The island’s water management agency has expressed concern about the rate of decrease in the water level at the Hermitage dam. However, the State agency says it is not yet at the point of voicing alarm.
Yesterday, the National Water Commission (NWC) stated on its social media page that the Hermitage dam was at 48.9 per cent of capacity, down from 50.1 per cent on Monday, and 55.5 per cent last Friday.
The dam has the capacity to hold just over 400 million gallons of water, while the Mona reservoir has an 809 million-gallon capacity.
According to Charles Buchanan, the NWC’s communication manager, the decrease is not alarming, as there have been major slides in water levels at the storage facilities in previous years.
“It’s certainly not the first time that the Hermitage dam has fallen to these levels. We have gone much lower actually, but it is a bit concerning, the rate of decline that we are experiencing and when that is combined with the negative projections that the meteorologists are giving, that we might not be receiving significant rainfall over the course of the rest of the summer or the next few months, then the National Water Commission is indeed a little concerned,” Buchanan told the Jamaica Observer, adding that a mechanism is in place to mitigate the negative effects of a further water level decrease.

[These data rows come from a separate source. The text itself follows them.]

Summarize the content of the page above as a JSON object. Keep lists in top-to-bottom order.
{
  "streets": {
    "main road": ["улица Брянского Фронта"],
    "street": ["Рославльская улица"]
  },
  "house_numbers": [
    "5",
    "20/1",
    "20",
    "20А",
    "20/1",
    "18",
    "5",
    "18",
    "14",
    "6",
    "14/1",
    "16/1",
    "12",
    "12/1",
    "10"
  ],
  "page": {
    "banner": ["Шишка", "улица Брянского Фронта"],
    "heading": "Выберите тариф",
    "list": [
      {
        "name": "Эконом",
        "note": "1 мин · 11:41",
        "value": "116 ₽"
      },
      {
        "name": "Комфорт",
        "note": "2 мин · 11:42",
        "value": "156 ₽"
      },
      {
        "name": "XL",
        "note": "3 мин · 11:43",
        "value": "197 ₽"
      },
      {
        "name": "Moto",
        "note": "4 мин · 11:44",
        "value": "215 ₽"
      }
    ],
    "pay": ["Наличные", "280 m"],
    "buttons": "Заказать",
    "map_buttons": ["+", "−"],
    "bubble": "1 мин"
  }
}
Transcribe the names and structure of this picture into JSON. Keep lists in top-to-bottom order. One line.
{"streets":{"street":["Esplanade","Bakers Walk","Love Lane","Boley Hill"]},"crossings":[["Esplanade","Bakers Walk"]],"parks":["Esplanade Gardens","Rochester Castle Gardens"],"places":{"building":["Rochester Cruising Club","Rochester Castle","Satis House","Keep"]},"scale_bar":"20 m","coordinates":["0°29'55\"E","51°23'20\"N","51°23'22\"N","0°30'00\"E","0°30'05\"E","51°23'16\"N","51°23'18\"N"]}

In 2015, water levels in the Mona reservoir and Hermitage dam decreased to 34 per cent and 45 per cent, respectively.
Buchanan pointed out that the decline at the dam is more than the NWC expected.
“Admittedly, the rate of decline is greater than what we would want and we have been seeing a situation where, over the course of the last few weeks we are having a decline of anywhere from a half a percentage point to a one percentage point, and we would much prefer if it were at a position where the levels were stable or even better or rising,” Buchanan said yesterday.
He said the heat and drought that have been affecting sections of St Mary and Portland are the contributing factors to the decline in water levels.
Meanwhile, head of the weather branch at the Meteorological Service Kareen Gourzong said the presence of the Saharan dust across the central Caribbean is linked to the drought in some parishes, including sections of St Catherine, Clarendon, and Portland.